▼

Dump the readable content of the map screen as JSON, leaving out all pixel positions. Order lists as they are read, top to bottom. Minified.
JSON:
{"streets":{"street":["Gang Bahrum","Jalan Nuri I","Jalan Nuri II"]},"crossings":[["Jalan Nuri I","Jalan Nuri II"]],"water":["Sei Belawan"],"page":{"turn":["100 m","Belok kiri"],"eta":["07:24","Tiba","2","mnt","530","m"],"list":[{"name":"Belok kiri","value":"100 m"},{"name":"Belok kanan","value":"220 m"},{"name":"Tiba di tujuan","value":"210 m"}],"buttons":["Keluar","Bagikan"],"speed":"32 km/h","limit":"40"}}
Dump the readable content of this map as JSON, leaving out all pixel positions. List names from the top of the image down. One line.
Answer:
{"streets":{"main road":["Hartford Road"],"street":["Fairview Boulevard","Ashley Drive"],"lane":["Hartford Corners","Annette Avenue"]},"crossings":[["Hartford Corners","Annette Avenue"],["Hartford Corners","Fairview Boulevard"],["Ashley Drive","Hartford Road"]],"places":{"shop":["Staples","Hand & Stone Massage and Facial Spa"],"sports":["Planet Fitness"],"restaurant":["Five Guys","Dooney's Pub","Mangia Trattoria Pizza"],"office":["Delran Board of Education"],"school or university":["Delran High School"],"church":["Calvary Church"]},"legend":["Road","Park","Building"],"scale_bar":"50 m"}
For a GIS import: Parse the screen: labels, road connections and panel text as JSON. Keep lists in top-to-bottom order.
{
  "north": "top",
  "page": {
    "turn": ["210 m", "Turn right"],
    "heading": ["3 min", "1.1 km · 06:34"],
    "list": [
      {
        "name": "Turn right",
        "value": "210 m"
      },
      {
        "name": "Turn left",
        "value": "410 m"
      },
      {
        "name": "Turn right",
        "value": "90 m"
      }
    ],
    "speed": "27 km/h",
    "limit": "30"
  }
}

▲

Return the records above verbatim, in their entirety.

— ANSWER TO THE EXERCISE —
Dump the readable content of the map screen as JSON, leaving out all pixel positions. Order lists as they are read, top to bottom. Minified.
JSON:
{"streets":{"street":["Gang Bahrum","Jalan Nuri I","Jalan Nuri II"]},"crossings":[["Jalan Nuri I","Jalan Nuri II"]],"water":["Sei Belawan"],"page":{"turn":["100 m","Belok kiri"],"eta":["07:24","Tiba","2","mnt","530","m"],"list":[{"name":"Belok kiri","value":"100 m"},{"name":"Belok kanan","value":"220 m"},{"name":"Tiba di tujuan","value":"210 m"}],"buttons":["Keluar","Bagikan"],"speed":"32 km/h","limit":"40"}}
Dump the readable content of this map as JSON, leaving out all pixel positions. List names from the top of the image down. One line.
Answer:
{"streets":{"main road":["Hartford Road"],"street":["Fairview Boulevard","Ashley Drive"],"lane":["Hartford Corners","Annette Avenue"]},"crossings":[["Hartford Corners","Annette Avenue"],["Hartford Corners","Fairview Boulevard"],["Ashley Drive","Hartford Road"]],"places":{"shop":["Staples","Hand & Stone Massage and Facial Spa"],"sports":["Planet Fitness"],"restaurant":["Five Guys","Dooney's Pub","Mangia Trattoria Pizza"],"office":["Delran Board of Education"],"school or university":["Delran High School"],"church":["Calvary Church"]},"legend":["Road","Park","Building"],"scale_bar":"50 m"}
For a GIS import: Parse the screen: labels, road connections and panel text as JSON. Keep lists in top-to-bottom order.
{
  "north": "top",
  "page": {
    "turn": ["210 m", "Turn right"],
    "heading": ["3 min", "1.1 km · 06:34"],
    "list": [
      {
        "name": "Turn right",
        "value": "210 m"
      },
      {
        "name": "Turn left",
        "value": "410 m"
      },
      {
        "name": "Turn right",
        "value": "90 m"
      }
    ],
    "speed": "27 km/h",
    "limit": "30"
  }
}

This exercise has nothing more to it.